The men's 200 metre backstroke event at the 1980 Summer Olympics was held on 26 July at the Swimming Pool at the Olimpiysky Sports Complex. There were 25 competitors from 16 nations, with each nation having up to three swimmers. The event was won by Sándor Wladár of Hungary, with his countryman Zoltán Verrasztó taking second. Mark Kerry of Australia earned bronze. They were the first medals in the event for both nations. The United States' four-Games podium streak (over which the nation earned 10 of 12 possible medals) ended due to the American-led boycott.

Background

This was the sixth appearance of the 200 metre backstroke event. It was first held in 1900. The event did not return until 1964; since then, it has been on the programme at every Summer Games. From 1904 to 1960, a men's 100 metre backstroke was held instead. In 1964, only the 200 metres was held. Beginning in 1968 and ever since, both the 100 and 200 metre versions have been held.

Five of the 8 finalists from the 1976 Games (all but the medalists) returned: fourth-place finisher Mark Tonelli and fifth-place finisher Mark Kerry of Australia, sixth-place finisher Miloslav Roľko of Czechoslovakia, and seventh-place finisher Róbert Rudolf and eighth-place finisher Zoltán Verrasztó of Hungary.
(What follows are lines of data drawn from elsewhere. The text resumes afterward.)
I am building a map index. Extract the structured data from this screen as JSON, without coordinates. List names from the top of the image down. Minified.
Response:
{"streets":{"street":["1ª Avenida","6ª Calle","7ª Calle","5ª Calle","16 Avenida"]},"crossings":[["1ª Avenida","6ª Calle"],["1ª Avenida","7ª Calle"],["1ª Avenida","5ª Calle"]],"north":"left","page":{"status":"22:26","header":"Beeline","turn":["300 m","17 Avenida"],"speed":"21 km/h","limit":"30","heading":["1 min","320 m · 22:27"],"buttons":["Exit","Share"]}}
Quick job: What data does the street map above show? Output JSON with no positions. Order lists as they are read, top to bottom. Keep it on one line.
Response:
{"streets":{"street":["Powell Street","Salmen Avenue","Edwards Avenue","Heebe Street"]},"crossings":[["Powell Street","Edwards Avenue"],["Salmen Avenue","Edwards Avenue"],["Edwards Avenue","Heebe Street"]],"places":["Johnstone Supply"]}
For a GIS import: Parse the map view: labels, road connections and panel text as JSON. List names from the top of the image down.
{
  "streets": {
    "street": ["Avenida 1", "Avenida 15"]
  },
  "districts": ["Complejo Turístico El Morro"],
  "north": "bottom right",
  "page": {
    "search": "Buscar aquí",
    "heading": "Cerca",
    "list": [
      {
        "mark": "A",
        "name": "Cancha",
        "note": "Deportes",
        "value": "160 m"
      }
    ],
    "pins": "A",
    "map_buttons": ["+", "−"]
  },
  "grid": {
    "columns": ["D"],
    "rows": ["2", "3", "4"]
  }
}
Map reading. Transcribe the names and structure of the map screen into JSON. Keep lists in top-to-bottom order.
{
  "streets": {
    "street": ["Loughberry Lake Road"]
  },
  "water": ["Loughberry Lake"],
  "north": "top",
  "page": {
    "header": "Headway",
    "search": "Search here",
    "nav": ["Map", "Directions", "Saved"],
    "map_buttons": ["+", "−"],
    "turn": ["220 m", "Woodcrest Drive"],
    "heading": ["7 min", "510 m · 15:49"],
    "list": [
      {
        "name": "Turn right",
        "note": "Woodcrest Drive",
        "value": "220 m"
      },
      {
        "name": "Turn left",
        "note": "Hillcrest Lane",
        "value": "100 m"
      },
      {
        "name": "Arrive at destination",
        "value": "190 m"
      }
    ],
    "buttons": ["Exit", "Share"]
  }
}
The medals in 1976 had been swept by American swimmers; the United States boycotted the 1980 Games. Verrasztó had earned medals at each of the three World Championships held so far (silver in 1973, gold in 1975, and bronze in 1978), and was favored with no American swimmers in the pool.

Ireland, Romania, and Vietnam each made their debut in the event. The Netherlands made its sixth appearance, the only nation to have competed at each appearance of the event to that point.

Competition format

The competition used a two-round (heats and final) format. The advancement rule followed the format introduced in 1952. A swimmer's place in the heat was not used to determine advancement; instead, the fastest times from across all heats in a round were used. There were 4 heats of up to 8 swimmers each. The top 8 swimmers advanced to the final. Swim-offs were used as necessary to break ties.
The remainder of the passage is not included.